■ **EXERCISE REQUIREMENTS**
Once you find the line containing "<!-- lane-far3 casing -->" in the data below, copy it and each following line exactly, up to and including the line containing "M386 187 536 125", and nothing else.

Collected data entries
:::

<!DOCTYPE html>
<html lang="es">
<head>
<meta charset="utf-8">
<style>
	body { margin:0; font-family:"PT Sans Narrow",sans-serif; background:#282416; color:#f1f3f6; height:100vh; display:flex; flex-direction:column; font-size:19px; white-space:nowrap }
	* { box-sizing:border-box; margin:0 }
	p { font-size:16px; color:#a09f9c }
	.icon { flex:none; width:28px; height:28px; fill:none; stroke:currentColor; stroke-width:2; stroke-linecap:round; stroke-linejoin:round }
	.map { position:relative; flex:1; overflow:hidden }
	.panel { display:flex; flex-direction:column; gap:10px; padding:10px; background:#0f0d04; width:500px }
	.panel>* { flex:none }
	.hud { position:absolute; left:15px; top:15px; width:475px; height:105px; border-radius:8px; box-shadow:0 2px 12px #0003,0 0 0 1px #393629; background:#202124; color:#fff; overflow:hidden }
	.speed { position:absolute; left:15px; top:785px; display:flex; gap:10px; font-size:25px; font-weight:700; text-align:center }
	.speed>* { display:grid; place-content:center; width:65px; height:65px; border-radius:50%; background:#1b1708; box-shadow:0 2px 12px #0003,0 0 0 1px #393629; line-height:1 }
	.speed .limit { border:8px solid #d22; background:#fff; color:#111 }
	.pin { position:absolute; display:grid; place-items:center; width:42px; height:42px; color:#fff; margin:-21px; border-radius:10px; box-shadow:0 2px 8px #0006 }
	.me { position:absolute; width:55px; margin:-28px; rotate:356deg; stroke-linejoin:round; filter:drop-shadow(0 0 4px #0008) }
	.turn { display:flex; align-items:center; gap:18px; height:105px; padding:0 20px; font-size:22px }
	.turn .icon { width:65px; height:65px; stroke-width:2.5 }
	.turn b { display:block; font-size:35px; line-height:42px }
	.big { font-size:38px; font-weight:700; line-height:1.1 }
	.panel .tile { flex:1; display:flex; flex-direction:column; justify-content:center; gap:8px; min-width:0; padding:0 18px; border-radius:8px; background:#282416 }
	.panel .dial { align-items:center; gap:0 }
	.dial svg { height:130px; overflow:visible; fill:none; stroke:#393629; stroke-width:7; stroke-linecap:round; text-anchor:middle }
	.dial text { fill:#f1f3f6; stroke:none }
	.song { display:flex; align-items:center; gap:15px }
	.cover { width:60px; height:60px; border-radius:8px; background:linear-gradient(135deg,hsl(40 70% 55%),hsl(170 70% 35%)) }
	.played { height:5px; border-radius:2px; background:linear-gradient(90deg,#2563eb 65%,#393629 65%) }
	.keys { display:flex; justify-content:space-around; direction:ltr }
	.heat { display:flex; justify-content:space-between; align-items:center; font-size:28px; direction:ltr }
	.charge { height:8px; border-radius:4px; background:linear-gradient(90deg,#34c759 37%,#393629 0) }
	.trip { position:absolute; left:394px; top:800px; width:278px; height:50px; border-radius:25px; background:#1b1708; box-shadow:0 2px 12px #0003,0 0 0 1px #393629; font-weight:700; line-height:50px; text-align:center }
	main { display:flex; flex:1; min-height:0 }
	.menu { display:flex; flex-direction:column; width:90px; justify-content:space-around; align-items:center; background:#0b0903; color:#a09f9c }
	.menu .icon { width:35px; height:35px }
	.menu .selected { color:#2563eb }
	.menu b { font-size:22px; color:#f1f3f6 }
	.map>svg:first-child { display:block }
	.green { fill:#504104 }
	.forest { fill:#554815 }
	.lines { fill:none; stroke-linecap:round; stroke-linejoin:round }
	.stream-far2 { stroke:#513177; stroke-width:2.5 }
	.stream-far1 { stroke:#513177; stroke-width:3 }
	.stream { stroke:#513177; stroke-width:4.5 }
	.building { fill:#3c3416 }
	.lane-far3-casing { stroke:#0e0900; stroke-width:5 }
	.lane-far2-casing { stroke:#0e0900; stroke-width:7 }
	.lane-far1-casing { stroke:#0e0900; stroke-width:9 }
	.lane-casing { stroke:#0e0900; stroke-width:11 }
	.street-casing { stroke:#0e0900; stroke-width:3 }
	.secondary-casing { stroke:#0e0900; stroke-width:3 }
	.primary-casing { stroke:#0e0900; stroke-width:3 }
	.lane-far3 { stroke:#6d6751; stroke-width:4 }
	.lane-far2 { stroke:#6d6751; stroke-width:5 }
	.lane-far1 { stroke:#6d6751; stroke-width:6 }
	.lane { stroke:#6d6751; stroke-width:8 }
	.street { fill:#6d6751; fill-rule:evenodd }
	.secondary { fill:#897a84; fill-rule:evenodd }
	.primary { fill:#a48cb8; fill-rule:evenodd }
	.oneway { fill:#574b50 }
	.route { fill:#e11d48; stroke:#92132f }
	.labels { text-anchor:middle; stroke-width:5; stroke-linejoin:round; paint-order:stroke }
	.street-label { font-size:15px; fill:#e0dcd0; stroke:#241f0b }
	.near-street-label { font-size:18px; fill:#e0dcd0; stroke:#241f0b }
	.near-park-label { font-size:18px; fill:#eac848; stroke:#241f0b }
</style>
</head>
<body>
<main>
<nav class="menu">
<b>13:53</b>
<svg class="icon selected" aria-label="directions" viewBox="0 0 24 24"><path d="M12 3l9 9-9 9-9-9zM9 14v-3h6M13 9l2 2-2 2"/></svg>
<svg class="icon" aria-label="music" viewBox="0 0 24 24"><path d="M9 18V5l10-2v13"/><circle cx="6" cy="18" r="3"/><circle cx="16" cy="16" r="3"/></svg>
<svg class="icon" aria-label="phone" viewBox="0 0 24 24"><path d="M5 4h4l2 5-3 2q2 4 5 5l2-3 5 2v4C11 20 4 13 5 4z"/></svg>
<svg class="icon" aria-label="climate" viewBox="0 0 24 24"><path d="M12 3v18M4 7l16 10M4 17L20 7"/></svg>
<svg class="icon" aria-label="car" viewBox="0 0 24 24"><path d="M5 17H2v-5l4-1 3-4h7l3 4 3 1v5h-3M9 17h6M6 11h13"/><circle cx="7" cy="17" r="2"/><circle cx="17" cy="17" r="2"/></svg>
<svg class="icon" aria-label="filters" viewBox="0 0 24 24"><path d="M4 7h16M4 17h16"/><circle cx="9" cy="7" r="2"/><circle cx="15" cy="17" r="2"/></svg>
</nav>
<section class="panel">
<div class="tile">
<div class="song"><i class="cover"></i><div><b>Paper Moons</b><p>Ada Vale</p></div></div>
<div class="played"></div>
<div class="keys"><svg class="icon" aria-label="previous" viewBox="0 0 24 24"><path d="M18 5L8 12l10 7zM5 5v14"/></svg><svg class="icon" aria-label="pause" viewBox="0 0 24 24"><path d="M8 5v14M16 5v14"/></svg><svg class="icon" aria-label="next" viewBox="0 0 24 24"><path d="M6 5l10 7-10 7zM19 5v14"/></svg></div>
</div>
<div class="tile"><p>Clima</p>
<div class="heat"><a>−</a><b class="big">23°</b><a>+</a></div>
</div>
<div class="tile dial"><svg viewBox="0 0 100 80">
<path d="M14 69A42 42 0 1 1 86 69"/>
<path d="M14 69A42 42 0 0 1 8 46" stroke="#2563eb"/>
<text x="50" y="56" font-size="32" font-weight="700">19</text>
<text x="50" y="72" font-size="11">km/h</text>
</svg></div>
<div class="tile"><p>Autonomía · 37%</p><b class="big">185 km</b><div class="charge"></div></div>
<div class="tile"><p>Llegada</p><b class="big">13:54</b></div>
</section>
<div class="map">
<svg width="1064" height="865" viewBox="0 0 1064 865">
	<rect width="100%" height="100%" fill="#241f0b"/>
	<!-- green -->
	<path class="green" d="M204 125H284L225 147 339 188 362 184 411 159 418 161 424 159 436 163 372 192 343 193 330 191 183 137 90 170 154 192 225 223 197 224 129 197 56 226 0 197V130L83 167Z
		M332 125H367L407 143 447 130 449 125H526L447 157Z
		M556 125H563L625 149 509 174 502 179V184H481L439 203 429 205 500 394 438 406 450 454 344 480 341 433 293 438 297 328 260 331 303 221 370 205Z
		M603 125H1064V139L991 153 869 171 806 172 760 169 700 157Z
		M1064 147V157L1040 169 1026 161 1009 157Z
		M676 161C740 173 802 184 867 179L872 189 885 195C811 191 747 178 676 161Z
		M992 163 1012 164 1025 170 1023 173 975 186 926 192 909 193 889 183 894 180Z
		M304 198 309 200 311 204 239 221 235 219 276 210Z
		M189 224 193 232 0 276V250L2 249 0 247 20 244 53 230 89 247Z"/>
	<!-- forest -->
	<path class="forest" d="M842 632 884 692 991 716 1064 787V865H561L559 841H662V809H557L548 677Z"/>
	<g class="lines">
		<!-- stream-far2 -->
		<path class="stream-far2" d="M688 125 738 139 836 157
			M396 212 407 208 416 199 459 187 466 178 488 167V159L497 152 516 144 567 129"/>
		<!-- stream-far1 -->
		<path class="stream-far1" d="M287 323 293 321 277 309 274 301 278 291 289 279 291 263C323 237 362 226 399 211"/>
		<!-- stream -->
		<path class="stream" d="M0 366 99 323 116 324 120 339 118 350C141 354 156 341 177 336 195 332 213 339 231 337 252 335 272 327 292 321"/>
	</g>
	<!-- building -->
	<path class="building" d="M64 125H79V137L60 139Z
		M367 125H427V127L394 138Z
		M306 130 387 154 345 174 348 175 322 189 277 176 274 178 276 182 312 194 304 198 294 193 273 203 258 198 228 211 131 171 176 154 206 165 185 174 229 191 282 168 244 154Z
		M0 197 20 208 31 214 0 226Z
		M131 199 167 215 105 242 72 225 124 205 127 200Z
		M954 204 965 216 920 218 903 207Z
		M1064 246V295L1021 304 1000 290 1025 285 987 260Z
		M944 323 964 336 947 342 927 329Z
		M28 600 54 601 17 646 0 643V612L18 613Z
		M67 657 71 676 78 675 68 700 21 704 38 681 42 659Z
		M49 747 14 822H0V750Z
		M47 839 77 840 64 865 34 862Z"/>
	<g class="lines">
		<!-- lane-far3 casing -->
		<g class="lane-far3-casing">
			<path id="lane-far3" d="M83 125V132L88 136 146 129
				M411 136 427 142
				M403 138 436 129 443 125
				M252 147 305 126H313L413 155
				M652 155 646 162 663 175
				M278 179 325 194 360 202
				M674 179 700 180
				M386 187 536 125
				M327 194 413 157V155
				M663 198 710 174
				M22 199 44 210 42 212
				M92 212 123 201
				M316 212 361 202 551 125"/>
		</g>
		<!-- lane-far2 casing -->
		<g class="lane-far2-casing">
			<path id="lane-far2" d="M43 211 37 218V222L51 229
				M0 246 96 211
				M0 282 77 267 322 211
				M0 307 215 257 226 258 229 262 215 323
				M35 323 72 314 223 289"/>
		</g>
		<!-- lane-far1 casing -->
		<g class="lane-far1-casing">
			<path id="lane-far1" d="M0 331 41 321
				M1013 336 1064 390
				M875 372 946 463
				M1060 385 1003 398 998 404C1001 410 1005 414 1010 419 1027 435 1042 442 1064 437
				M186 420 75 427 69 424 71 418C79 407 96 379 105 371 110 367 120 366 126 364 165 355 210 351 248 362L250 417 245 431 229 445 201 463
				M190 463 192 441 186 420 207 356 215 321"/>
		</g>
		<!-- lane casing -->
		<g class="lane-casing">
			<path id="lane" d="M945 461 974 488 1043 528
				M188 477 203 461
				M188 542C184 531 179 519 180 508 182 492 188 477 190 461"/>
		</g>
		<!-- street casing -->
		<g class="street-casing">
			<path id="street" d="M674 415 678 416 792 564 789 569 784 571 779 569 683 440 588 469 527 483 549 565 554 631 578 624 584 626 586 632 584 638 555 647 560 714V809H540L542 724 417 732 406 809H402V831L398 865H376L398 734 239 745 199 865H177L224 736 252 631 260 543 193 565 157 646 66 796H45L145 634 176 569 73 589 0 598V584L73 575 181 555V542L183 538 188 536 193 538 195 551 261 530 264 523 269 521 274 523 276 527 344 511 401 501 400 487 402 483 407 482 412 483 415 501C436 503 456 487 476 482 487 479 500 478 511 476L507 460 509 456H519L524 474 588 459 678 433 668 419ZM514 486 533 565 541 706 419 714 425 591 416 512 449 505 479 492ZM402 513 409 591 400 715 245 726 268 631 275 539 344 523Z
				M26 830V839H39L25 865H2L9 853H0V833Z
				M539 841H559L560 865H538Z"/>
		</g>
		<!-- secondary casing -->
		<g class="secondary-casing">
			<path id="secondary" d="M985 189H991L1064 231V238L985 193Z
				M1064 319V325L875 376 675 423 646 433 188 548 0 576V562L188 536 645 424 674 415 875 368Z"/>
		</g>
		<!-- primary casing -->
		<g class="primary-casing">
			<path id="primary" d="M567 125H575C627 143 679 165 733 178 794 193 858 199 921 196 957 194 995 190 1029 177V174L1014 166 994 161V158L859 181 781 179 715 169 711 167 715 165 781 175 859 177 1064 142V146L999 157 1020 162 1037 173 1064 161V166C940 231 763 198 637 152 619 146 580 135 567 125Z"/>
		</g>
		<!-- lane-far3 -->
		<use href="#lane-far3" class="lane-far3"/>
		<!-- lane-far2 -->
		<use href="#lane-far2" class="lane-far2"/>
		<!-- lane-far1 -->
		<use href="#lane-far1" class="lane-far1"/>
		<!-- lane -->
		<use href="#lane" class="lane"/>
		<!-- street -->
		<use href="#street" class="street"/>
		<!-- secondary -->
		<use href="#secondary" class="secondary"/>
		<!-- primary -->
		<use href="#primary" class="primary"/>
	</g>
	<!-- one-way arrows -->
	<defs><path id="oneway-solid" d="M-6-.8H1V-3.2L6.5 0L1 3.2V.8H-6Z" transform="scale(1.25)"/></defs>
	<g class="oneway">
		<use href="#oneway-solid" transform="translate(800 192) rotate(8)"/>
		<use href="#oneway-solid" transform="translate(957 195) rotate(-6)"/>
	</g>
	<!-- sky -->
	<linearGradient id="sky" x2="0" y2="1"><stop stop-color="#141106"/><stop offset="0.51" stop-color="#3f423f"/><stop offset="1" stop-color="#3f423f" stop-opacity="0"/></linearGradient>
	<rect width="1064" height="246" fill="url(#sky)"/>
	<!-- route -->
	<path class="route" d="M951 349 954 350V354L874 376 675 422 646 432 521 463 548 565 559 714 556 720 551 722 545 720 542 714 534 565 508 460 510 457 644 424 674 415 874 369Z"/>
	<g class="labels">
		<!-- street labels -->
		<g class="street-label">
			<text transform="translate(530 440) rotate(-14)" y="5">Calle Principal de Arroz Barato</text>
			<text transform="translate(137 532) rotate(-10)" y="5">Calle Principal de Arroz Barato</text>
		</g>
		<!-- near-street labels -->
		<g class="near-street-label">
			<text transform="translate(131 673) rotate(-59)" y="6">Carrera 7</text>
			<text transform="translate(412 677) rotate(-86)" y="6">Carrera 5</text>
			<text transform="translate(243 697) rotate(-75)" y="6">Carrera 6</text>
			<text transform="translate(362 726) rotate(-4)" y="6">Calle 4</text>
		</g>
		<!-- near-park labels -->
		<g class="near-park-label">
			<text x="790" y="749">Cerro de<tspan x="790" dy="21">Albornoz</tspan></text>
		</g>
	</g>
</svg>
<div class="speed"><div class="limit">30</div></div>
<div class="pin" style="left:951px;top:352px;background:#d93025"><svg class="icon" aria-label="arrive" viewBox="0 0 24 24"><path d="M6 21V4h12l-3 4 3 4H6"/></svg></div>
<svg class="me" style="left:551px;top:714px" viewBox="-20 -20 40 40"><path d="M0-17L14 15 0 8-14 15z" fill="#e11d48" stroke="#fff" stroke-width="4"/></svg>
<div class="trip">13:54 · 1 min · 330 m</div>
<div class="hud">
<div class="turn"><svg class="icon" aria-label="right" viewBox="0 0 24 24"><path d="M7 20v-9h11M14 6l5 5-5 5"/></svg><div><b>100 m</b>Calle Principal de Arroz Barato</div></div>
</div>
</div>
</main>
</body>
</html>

:::

■ **ANSWER BOX**
		<!-- lane-far3 casing -->
		<g class="lane-far3-casing">
			<path id="lane-far3" d="M83 125V132L88 136 146 129
				M411 136 427 142
				M403 138 436 129 443 125
				M252 147 305 126H313L413 155
				M652 155 646 162 663 175
				M278 179 325 194 360 202
				M674 179 700 180
				M386 187 536 125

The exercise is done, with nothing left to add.